STUDY DESIGN: In vitro comparative analysis. METHODS: Human biopsies of normal
and iatrogenic LTS tissue (n = 7) were obtained, and fibroblasts were isolated
and cultured in vitro. Cellular proliferation, cellular histology, gene
expression, and metabolic analyses were performed. Statistical analyses comparing
normal and scar-derived fibroblasts were performed. RESULTS: LTS fibroblast
proliferation rate, cellular surface area, and collagen-1 expression were
increased compared to normal fibroblasts.

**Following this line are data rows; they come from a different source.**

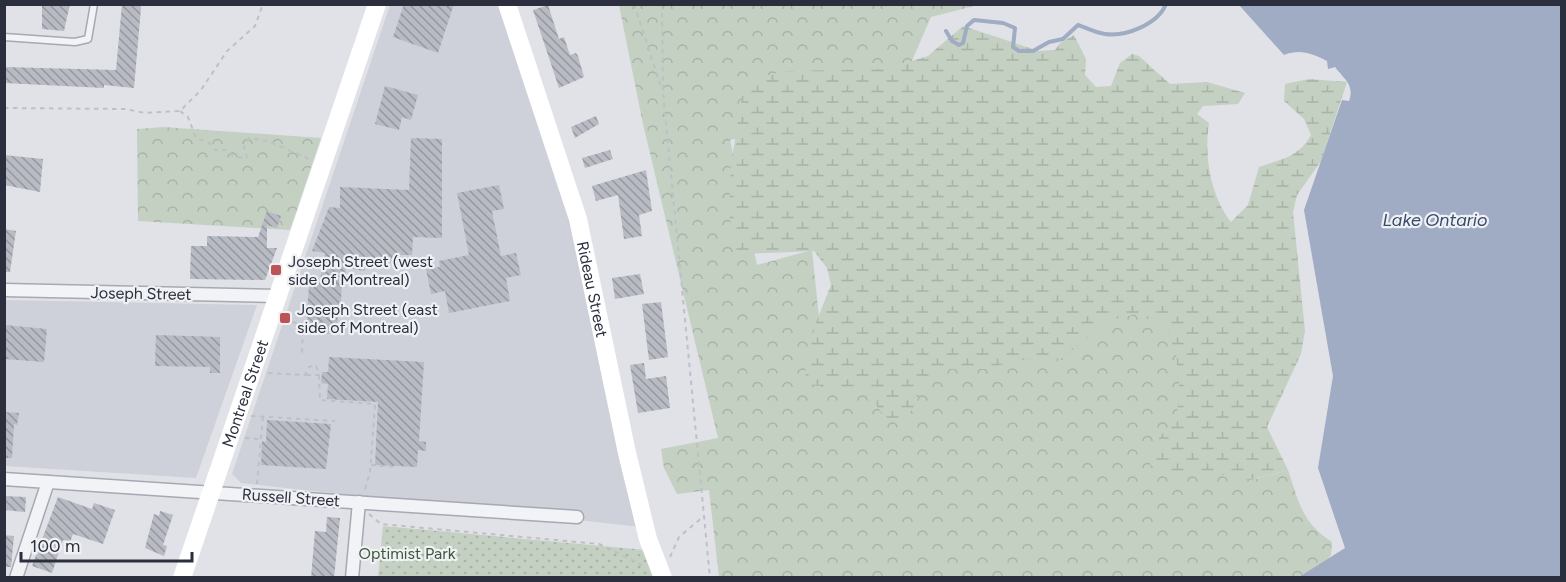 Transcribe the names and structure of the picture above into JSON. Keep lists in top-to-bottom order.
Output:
{
  "streets": {
    "main road": ["Rideau Street", "Montreal Street"],
    "street": ["Joseph Street", "Russell Street"]
  },
  "crossings": [
    ["Joseph Street", "Montreal Street"],
    ["Montreal Street", "Russell Street"]
  ],
  "water": ["Lake Ontario"],
  "parks": ["Optimist Park"],
  "places": {
    "transit": ["Joseph Street (west side of Montreal)", "Joseph Street (east side of Montreal)"]
  },
  "scale_bar": "100 m"
} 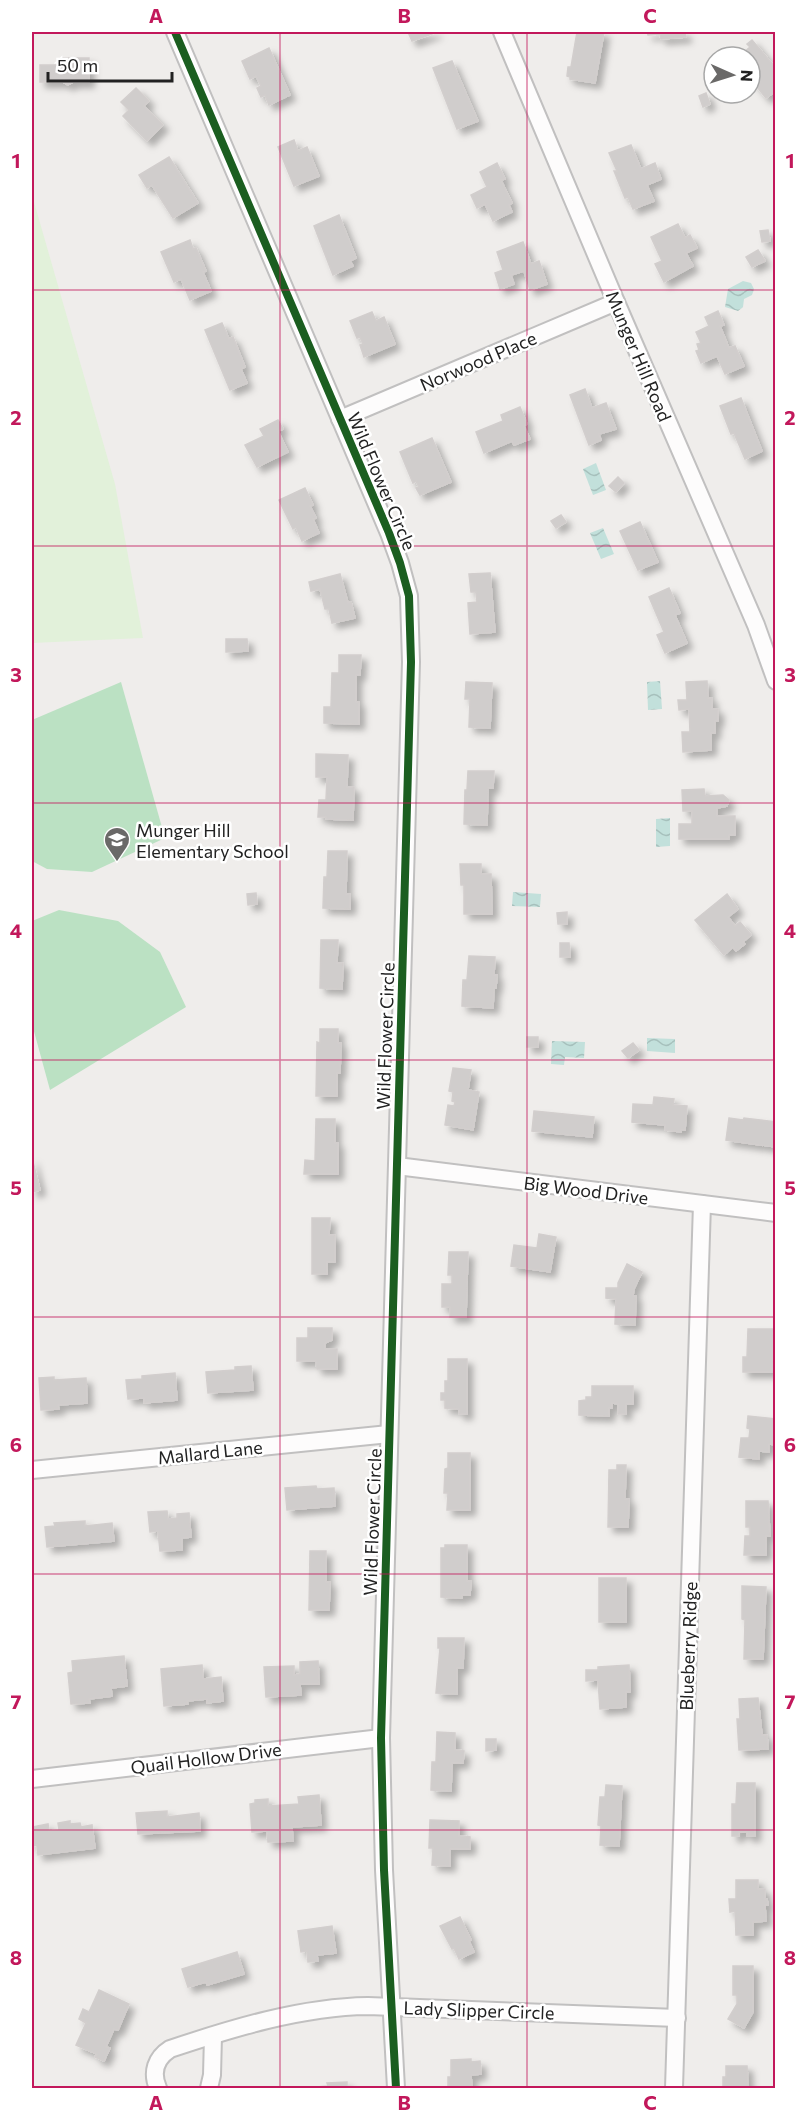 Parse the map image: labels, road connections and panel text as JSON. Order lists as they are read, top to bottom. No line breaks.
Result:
{"streets":{"street":["Munger Hill Road","Norwood Place","Wild Flower Circle","Big Wood Drive","Mallard Lane","Blueberry Ridge","Quail Hollow Drive","Lady Slipper Circle"]},"crossings":[["Munger Hill Road","Norwood Place"],["Norwood Place","Wild Flower Circle"],["Wild Flower Circle","Big Wood Drive"],["Wild Flower Circle","Mallard Lane"],["Wild Flower Circle","Quail Hollow Drive"],["Wild Flower Circle","Lady Slipper Circle"],["Big Wood Drive","Blueberry Ridge"],["Blueberry Ridge","Lady Slipper Circle"]],"places":{"school or university":["Munger Hill Elementary School"]},"scale_bar":"50 m","north":"right","grid":{"columns":["A","B","C"],"rows":["1","2","3","4","5","6","7","8"]}}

Cellular metabolic analysis of
LTS-derived fibroblasts demonstrated reduced oxidative phosphorylation and
increased glycolysis/oxidative phosphorylation ratio compared with normal
fibroblasts. CONCLUSIONS: Human iatrogenic LTS-derived fibroblasts demonstrated
aberrant behavior when compared with normal fibroblasts. A Warburg-like effect
was revealed, suggesting human iatrogenic LTS fibroblasts drive their
proliferation with aerobic glycolysis. The distinct metabolism suggests metabolic
inhibitors could reduce fibroblast hyperplasia and hypertrophy in LTS and
fibrosis in general. LEVEL OF EVIDENCE: NA Laryngoscope, 127:E107-E113, 2017.